His conclusions were as follows:
- No scholarly project will ever match the size of a commercial database
- No commercial database will ever have the scholarly input of an institutional project
- Commercial databases serve their purpose well
- Sustainability requires
- Money
- Audience
- Range of material
- Standardized workflows
- Willingness to accept compromises
- Stomach for expensive undertakings
- Non-traditional collaboration
It's hard to quibble with most of these, but I think many people at Access would disagree with his first point. The irony resulting from the fact that his talk was adjacent to an update on the AlouetteCanada project, which has no commercial partner yet aims to be a massive and unprecedented archive of Canadiana and Canadian history, was quite rich. A common thread in many talks at Access is building large, sustainable archives that depend on a community of scholars and IT professionals.
For me, the weak spots in his argument come when he mentions products such as EEBO, ECCO, and Evans. Sure, we have EEBO, as do many, but it costs chump change compared to ECCO, and Gale has other products in development that may make ECCO look like a bargain rack tool.
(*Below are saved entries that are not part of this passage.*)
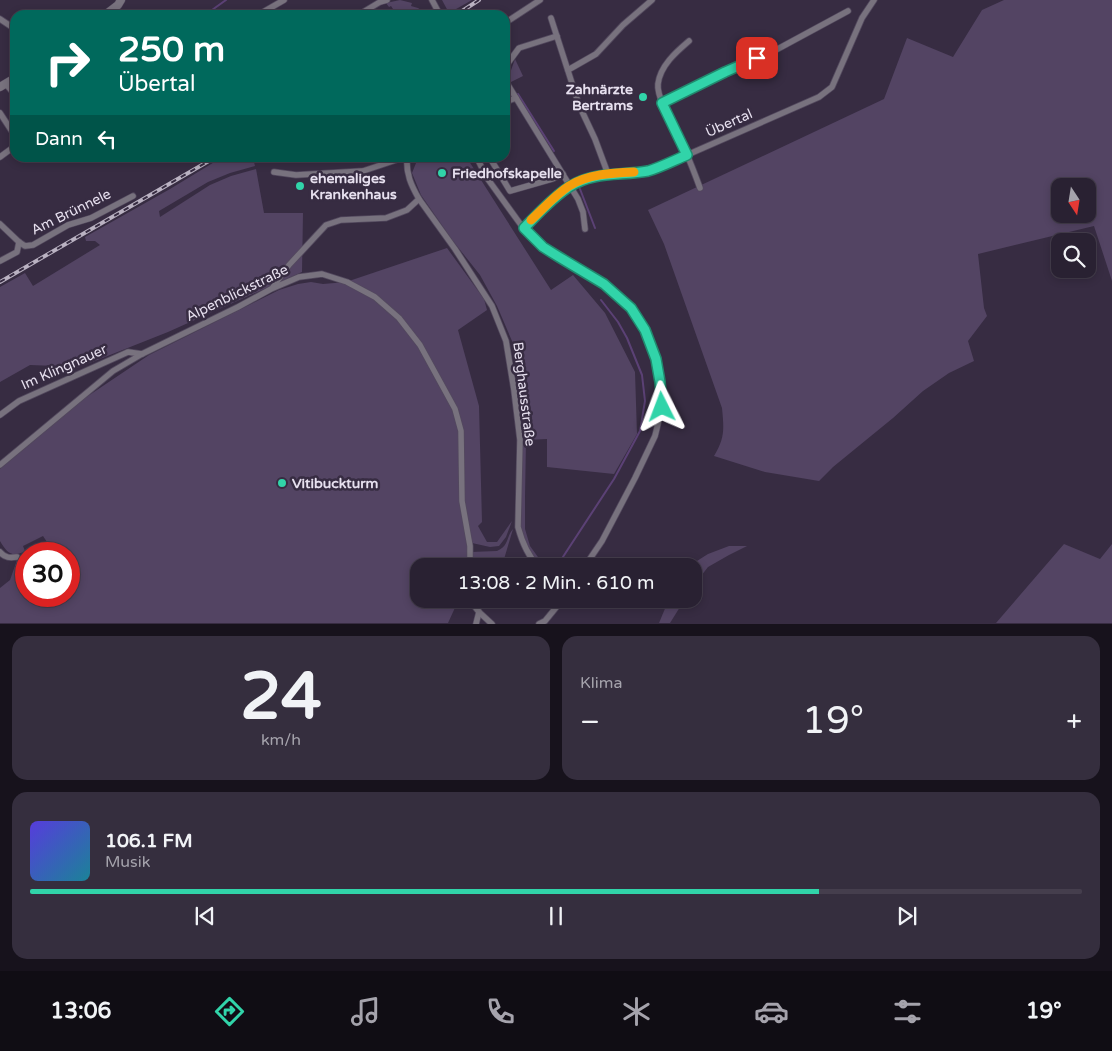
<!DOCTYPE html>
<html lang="de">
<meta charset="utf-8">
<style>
body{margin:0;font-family:"Varela Round",sans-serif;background:#352e3e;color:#f1f3f6;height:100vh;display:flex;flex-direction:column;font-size:19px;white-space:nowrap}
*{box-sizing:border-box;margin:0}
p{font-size:16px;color:#a5a3ac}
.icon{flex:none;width:28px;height:28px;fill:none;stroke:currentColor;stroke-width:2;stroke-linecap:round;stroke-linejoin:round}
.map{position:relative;height:624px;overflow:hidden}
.sheet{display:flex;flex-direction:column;gap:12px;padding:12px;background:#17121c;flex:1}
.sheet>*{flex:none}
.hud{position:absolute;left:10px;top:10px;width:500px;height:152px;border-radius:15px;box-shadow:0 2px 8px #0003,0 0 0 1px #453e4d;background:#00695c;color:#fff;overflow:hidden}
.needle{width:32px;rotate:168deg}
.buttons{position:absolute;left:1051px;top:178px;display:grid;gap:10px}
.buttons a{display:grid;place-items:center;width:45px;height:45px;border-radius:10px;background:#292132;box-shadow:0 2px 8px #0003,0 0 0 1px #453e4d;font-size:25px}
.speed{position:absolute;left:15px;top:542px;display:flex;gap:10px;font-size:25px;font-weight:700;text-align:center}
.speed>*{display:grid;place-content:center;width:65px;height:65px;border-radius:50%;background:#292132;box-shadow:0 2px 8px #0003,0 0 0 1px #453e4d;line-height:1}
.speed .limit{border:8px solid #d22;background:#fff;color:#111}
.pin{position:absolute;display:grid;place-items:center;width:42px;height:42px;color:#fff;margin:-21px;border-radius:10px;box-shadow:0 2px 8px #0006}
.me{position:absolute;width:55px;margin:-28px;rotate:357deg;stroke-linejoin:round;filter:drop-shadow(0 0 4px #0008)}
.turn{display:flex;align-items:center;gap:18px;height:105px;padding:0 25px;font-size:22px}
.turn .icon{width:65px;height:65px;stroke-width:2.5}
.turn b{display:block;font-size:35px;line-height:42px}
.then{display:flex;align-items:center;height:48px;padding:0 25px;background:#0003;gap:10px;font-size:19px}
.big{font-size:38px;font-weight:600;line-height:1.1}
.sheet .card{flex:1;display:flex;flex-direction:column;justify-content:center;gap:8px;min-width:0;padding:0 18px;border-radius:15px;background:#352e3e}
.sheet .dial{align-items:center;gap:0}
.dial b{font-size:65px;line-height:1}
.song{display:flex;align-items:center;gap:15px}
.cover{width:60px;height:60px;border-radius:8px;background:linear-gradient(135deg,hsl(250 70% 55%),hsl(190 70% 35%))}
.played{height:5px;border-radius:2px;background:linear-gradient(90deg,#31d4a9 75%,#453e4d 75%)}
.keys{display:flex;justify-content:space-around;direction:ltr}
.heat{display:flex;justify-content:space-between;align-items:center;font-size:28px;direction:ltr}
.sheet .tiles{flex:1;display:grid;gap:12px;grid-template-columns:1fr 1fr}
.card:last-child{grid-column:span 2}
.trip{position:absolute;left:410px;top:558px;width:292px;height:50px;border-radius:15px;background:#292132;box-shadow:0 2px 8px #0003,0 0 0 1px #453e4d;font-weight:600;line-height:50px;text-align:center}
.tab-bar{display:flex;height:80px;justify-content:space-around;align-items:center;background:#100d14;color:#a5a3ac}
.tab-bar .icon{width:35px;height:35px}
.tab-bar .current{color:#31d4a9}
.tab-bar b{font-size:22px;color:#f1f3f6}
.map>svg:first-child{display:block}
.green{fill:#534463;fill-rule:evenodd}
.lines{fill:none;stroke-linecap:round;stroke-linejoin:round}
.stream{stroke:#5b4175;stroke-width:2}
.minor-casing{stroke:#53495e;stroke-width:7}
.tertiary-casing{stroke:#53495e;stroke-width:9}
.minor{stroke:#78727e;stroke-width:5.5}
.tertiary{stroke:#78727e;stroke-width:8}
.rail-casing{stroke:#bab2c2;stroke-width:4}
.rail{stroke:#372c42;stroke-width:2;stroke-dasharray:5.5;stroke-linecap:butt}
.route-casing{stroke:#208a6e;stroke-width:12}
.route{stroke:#31d4a9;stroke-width:9}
.slow{stroke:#f59e0b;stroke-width:9}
.poi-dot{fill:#31d4a9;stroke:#372c42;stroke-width:2}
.labels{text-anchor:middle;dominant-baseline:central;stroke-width:5;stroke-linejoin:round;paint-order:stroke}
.poi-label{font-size:14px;font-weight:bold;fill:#e7e0ef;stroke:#372c42;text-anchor:start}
.street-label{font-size:14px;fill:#e7e0ef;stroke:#372c42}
</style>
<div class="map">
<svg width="1112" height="624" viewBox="0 0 1112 624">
<rect width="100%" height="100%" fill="#372c42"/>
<g class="green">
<polygon points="400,0 412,3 411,6 418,8 428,15 397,15 391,6 389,7 386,3"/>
<polygon points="442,0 472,0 449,13"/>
<path d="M1004 0H1112V281L1094 226 978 254 984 308 987 316 968 341 974 361 949 373 923 391 893 418 833 467 819 481 765 472 714 456C725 438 724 429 722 408L664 244 648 210 884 99 907 38 953 57 982 10ZM1060 186H1088V214H1060Z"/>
<polygon points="515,59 523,76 511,82 510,73"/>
<polygon points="221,158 253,158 255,166 230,173 208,182 159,211 160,217 210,185 231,176 256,169 264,213 303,213 302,272 168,332 62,374 56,366 30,365 0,382 0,287 25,273 33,286 100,245 95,241 86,241 85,237 170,189"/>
<path d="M418 158H467L551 290 573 275 605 313 635 372 637 434 614 474 547 467V439L526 440 525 497V529L530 546 543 564 545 566H541C531 556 523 541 521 527L522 440H526L520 390 512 341 497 306 480 275 453 241 421 195 412 173Z"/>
<path d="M447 248 484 299 487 310 458 330 479 406 482 522 478 526 487 542H497L512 521 506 537 499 546 490 547 472 543 471 552 497 551C509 546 506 537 513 529L502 566H419V599H459L448 623H0V588L10 580 17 560 26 556V596H69V554H30L44 546 47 542 43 536 23 546 25 551C12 558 7 553 0 541V469L85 398 149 355 279 290 298 284 311 282 323 284 346 282Z"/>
<polygon points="1064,544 1100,559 1112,544 1112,623 996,623"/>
<polygon points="729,546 747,546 729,555 708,567 694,585 694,566 689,566 708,554"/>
<polygon points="669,599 685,599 670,623 659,623"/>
</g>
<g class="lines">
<g class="stream">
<polyline points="205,15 226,0"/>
<polyline points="505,90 506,91"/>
<polyline points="518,94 554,151"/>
<polyline points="580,189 595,228"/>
<polyline points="557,566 614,479 640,431 645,401 642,375 627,338 618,322 601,300"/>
</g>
<defs>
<g id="minor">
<polyline points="432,0 440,15"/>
<polyline points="360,14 380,2 387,0"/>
<polyline points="258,15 284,0"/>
<polyline points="551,18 579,105 595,139 608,174"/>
<polyline points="0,19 15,29"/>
<polyline points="505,23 540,0"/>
<polyline points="557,36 519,48 508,63 505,74 508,85 578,199 583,212 585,229"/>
<path d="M689 41C676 52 660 66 658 84 656 99 680 139 687 155 692 166 696 177 700 188"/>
<polyline points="568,70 596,54 623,25 652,0"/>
<polyline points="6,84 15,95"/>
<polyline points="505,102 516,98"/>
<polyline points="662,103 725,72 774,51 848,11"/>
<polyline points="0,113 15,136"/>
<polyline points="0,157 15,146"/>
<path d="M407 158C406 174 411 185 419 199L455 249 492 306 506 341 514 390 520 440 518 527C522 542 527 555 538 566"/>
<polyline points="477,158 487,178 524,229 543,247 559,257 604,284 631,308 645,330 651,344 656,359 660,382 662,407 655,436 635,478 602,541 585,566"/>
<polyline points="490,158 510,191 552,179 563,174"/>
<polyline points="274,172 296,175 363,171 402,158"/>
<polyline points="0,224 19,242 25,246 33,245 68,225 91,218 133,196"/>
<polyline points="524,229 546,206 570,186 589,178 608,174 649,170 687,155 819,97 832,87 862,18 874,0"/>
<polyline points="0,261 17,252 19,242"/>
<polyline points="273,287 289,265 326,225 341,220 386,218 407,210 419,199"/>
<polyline points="0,415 19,401 128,352 142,354"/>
<polyline points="0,465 113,371 142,354 238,307 271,289 299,277 322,274 347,282 375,297 399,318 420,345 455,409 461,431 462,501 470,546 470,566"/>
<path d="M0 552C5 558 10 558 17 557"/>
<polyline points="469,599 479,612 492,624"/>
<polyline points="476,624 479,612"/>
<polyline points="539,624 545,621 563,599"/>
</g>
<g id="tertiary">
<polyline points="105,15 118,5 121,0"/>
<polyline points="0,87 15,78"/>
</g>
</defs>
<use href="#minor" class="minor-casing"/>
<use href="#tertiary" class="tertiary-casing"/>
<use href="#minor" class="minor"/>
<use href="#tertiary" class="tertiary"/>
<defs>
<g id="rail">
<polyline points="456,15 479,0"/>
<polyline points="0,282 214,158"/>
</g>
</defs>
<use href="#rail" class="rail-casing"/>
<use href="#rail" class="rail"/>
</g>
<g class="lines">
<defs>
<path id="route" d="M662 407 660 382 656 359 645 330 631 308 604 284 559 257 543 247 524 228C538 214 552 198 569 187 593 171 621 176 648 171 659 168 675 160 687 155L662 103 725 72 757 58"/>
</defs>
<use href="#route" class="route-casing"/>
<use href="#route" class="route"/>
<path class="slow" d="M531 220C543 209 555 195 569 186 588 174 612 173 634 172"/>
</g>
<g class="poi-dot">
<circle cx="643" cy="97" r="5"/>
<circle cx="442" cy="173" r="5"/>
<circle cx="300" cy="186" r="5"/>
<circle cx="282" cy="483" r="5"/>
</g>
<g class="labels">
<g class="poi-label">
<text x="633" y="89" text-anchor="end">Zahnärzte<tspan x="633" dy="16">Bertrams</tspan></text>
<text x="452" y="173">Friedhofskapelle</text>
<text x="310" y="178">ehemaliges<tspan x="310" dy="16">Krankenhaus</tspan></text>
<text x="292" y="483">Vitibuckturm</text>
</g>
<g class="street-label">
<text transform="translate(729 123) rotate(-24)">Übertal</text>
<text transform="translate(71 212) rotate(-26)">Am Brünnele</text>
<text transform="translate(237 293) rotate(-26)">Alpenblickstraße</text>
<text transform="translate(64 367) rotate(-24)">Im Klingnauer</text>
<text transform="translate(524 394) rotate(83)">Berghausstraße</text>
</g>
</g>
</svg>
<div class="buttons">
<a><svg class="needle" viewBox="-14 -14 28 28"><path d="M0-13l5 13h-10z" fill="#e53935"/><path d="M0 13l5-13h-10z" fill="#a5a3ac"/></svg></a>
<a><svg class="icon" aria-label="search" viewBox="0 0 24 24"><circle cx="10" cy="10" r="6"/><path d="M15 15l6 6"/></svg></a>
</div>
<div class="speed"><div class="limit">30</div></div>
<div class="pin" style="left:757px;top:58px;background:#d93025"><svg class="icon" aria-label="arrive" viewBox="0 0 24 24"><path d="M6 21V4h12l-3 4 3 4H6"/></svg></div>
<svg class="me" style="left:662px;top:407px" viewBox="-20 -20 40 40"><path d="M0-17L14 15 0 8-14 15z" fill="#31d4a9" stroke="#fff" stroke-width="4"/></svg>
<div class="trip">13:08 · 2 Min. · 610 m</div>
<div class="hud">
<div class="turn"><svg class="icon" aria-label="right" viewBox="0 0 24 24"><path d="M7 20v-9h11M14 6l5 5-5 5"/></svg><div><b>250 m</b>Übertal</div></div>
<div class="then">Dann<svg class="icon" aria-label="left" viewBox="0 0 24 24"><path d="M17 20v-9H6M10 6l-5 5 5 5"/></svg></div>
</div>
</div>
<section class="sheet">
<div class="tiles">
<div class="card dial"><b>24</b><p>km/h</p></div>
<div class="card"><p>Klima</p>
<div class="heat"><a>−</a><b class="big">19°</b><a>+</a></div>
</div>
<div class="card">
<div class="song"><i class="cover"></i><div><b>106.1 FM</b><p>Musik</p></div></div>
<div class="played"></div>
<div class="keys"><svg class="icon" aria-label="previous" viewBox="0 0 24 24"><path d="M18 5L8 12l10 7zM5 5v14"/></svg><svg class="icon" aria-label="pause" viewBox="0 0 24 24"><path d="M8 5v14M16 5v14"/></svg><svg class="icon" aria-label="next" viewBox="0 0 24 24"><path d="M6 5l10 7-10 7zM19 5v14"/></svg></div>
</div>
</div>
</section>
<nav class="tab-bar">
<b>13:06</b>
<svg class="icon current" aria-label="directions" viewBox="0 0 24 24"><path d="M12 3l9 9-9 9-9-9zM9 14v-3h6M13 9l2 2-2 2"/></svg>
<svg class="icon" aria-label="music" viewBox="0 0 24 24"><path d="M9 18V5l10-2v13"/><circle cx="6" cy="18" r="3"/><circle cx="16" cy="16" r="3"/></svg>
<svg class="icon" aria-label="phone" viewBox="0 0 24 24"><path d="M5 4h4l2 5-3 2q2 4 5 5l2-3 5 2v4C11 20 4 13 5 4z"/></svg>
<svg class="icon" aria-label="climate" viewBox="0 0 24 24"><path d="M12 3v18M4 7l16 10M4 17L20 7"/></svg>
<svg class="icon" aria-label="car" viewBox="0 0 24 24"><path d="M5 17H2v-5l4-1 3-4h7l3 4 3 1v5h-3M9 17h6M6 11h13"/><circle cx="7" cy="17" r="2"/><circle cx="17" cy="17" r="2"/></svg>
<svg class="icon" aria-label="filters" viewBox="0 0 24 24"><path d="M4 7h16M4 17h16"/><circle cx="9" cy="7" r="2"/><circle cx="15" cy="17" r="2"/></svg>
<b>19°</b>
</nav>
The fact is that products like this are financially accessible for, at best, 5% of the institutions in North America. If you're in that 5%, as is Michigan, it's high times. But for the other 95%, we just fall further and further behind in terms of giving our users the same advantages they find at a Michigan or Stanford.
Moreover, when he points out that the works generated by TCP go into the public domain and that the TCP partners may eventually choose to show those to the world, I have to question if this is really the case. Why would a school that can afford ECCO invest effort and money into creating an interface and tool for texts they can already access via the commercial product? Where's the motivation? Sure, they could just put the texts out there and let the 95% develop a product, but really, that's yet to be shown to be viable.
Surprisingly, his talk elicited no questions from the audience. I would have posed mine, but I expected a lot of questions so kept my hand down. Then they called time, and that was that. From conversations I had later that day, many in the audience shared my concerns.